** Opening Material supplied block **

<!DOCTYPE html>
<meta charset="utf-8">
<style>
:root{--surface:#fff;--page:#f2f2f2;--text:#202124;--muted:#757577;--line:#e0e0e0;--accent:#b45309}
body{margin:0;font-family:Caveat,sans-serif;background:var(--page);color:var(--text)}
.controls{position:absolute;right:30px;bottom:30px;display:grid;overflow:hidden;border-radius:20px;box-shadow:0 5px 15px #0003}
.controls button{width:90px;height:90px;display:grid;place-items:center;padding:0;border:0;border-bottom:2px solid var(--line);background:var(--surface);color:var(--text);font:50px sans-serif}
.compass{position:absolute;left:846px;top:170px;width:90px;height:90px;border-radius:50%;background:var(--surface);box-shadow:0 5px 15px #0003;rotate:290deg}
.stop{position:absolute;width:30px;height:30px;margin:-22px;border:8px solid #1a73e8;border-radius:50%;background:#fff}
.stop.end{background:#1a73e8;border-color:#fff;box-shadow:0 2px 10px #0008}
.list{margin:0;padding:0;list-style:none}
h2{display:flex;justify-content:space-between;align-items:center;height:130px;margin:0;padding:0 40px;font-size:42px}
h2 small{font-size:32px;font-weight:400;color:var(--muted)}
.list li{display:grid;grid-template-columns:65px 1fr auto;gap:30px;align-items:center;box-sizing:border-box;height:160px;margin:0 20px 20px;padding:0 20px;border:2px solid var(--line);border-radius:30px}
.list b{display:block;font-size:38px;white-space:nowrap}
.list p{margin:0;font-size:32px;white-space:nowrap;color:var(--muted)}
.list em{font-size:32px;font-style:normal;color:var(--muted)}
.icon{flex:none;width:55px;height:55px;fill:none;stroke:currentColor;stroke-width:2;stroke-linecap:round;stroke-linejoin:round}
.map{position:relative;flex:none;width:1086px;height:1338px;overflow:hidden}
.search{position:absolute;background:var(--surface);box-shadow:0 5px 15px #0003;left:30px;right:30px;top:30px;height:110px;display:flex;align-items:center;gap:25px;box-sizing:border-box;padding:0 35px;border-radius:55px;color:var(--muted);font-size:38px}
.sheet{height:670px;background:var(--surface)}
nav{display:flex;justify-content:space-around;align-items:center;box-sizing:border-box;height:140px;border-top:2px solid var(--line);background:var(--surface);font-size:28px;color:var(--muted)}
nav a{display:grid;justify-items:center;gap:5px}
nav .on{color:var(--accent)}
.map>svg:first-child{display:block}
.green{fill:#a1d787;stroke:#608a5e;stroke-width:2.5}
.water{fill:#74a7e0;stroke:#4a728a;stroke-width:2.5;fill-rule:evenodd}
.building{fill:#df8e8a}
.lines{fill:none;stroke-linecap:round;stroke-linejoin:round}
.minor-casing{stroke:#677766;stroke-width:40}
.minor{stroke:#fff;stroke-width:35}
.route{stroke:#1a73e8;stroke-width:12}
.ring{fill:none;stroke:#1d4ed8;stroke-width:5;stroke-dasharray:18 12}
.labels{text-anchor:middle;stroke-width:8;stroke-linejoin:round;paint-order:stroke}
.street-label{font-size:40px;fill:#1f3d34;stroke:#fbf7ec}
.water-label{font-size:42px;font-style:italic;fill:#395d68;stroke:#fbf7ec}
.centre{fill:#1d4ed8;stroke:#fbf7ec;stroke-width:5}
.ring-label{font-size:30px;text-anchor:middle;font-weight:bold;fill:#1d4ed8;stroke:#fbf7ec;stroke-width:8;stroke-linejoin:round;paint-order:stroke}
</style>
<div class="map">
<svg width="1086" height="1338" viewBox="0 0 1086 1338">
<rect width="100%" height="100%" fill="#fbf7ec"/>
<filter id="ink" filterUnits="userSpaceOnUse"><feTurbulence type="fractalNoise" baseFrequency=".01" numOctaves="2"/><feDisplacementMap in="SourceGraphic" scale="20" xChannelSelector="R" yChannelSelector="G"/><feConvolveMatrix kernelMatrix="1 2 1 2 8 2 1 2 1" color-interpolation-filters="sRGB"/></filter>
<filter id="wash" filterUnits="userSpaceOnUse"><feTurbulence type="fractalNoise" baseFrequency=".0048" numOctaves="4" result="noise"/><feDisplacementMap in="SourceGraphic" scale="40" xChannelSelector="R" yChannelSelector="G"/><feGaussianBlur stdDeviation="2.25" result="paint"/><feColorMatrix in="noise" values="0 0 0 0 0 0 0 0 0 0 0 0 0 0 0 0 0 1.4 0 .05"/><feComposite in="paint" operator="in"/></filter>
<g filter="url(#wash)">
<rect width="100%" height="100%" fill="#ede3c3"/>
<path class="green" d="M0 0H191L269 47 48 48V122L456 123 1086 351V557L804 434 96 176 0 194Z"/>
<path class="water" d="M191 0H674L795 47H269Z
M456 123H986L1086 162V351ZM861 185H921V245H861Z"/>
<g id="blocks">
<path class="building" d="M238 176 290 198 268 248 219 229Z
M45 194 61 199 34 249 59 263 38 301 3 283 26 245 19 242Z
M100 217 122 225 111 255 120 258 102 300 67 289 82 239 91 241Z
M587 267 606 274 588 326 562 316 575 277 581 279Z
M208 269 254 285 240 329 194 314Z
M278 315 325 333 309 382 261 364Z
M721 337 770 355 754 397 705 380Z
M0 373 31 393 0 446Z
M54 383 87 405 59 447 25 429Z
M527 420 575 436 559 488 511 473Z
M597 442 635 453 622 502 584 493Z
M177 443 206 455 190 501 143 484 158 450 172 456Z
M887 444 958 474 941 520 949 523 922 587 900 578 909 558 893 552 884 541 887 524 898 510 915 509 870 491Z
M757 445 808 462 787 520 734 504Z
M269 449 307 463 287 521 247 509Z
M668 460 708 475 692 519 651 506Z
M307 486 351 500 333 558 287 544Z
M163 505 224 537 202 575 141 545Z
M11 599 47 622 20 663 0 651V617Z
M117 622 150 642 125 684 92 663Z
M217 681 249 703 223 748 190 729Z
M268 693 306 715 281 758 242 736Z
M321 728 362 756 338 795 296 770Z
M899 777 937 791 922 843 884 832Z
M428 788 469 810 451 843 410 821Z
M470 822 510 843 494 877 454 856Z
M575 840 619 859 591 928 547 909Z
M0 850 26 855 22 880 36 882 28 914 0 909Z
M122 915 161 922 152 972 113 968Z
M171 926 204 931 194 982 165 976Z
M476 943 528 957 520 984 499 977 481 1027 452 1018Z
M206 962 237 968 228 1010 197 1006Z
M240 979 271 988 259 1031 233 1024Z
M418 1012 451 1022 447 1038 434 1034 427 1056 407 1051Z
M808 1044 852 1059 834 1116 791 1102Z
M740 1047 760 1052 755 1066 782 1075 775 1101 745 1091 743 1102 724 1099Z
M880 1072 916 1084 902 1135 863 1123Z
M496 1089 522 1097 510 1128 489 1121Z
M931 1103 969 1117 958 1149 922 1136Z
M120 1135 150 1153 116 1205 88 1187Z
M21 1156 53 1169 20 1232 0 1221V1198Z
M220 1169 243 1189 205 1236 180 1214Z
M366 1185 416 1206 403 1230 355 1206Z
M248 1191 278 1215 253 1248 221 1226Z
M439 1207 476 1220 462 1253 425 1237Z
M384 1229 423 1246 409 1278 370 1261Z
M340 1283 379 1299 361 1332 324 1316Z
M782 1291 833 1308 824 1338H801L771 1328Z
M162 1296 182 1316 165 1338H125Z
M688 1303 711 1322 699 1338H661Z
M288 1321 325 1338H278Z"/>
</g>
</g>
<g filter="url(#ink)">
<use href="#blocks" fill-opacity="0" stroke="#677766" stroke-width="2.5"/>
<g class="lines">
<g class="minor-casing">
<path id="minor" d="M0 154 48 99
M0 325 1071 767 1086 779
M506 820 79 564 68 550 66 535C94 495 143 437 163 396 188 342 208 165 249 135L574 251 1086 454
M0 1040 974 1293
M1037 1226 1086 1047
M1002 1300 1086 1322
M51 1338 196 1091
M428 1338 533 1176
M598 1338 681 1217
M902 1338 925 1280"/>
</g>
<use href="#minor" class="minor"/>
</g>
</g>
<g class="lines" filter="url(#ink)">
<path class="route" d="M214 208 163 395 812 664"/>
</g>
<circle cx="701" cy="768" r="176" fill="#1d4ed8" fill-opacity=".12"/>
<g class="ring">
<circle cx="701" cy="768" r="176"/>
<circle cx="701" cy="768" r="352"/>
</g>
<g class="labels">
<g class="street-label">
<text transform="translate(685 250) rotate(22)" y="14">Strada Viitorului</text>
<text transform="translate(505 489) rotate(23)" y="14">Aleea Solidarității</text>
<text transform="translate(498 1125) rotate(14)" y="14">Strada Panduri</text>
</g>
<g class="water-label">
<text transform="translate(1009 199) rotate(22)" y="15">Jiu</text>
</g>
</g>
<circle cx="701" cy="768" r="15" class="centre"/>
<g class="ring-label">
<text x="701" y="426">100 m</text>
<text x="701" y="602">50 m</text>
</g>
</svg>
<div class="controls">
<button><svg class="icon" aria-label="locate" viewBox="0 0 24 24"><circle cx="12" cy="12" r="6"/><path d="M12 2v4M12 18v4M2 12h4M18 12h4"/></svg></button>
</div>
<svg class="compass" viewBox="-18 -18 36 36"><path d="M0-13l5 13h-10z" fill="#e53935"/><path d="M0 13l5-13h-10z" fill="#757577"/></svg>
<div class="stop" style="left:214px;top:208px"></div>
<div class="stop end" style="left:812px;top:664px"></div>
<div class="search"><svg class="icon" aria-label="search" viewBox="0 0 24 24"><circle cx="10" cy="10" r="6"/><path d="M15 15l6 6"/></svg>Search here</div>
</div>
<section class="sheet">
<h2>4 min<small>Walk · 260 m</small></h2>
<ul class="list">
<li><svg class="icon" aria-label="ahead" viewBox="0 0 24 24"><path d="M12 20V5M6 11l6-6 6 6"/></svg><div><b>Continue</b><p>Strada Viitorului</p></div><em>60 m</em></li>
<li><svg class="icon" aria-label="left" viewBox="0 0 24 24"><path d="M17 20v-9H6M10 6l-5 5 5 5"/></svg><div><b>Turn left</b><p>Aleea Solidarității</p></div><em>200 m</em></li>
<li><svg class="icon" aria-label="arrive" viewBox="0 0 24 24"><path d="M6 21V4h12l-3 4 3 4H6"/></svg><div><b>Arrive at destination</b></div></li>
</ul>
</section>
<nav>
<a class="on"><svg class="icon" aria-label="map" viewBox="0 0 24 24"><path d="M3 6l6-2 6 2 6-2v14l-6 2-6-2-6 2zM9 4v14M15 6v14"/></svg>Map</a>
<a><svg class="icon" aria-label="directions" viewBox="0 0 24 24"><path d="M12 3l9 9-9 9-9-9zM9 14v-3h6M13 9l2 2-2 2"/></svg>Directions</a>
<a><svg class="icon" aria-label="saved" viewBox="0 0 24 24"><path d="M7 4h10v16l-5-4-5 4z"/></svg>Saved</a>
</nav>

** Closing Material supplied block **

Retype, exactly as written, everything from the first line of the data above through the line containing "20px 20px;padding:0 20px;border:2px". Nothing else should appear.

<!DOCTYPE html>
<meta charset="utf-8">
<style>
:root{--surface:#fff;--page:#f2f2f2;--text:#202124;--muted:#757577;--line:#e0e0e0;--accent:#b45309}
body{margin:0;font-family:Caveat,sans-serif;background:var(--page);color:var(--text)}
.controls{position:absolute;right:30px;bottom:30px;display:grid;overflow:hidden;border-radius:20px;box-shadow:0 5px 15px #0003}
.controls button{width:90px;height:90px;display:grid;place-items:center;padding:0;border:0;border-bottom:2px solid var(--line);background:var(--surface);color:var(--text);font:50px sans-serif}
.compass{position:absolute;left:846px;top:170px;width:90px;height:90px;border-radius:50%;background:var(--surface);box-shadow:0 5px 15px #0003;rotate:290deg}
.stop{position:absolute;width:30px;height:30px;margin:-22px;border:8px solid #1a73e8;border-radius:50%;background:#fff}
.stop.end{background:#1a73e8;border-color:#fff;box-shadow:0 2px 10px #0008}
.list{margin:0;padding:0;list-style:none}
h2{display:flex;justify-content:space-between;align-items:center;height:130px;margin:0;padding:0 40px;font-size:42px}
h2 small{font-size:32px;font-weight:400;color:var(--muted)}
.list li{display:grid;grid-template-columns:65px 1fr auto;gap:30px;align-items:center;box-sizing:border-box;height:160px;margin:0 20px 20px;padding:0 20px;border:2px solid var(--line);border-radius:30px}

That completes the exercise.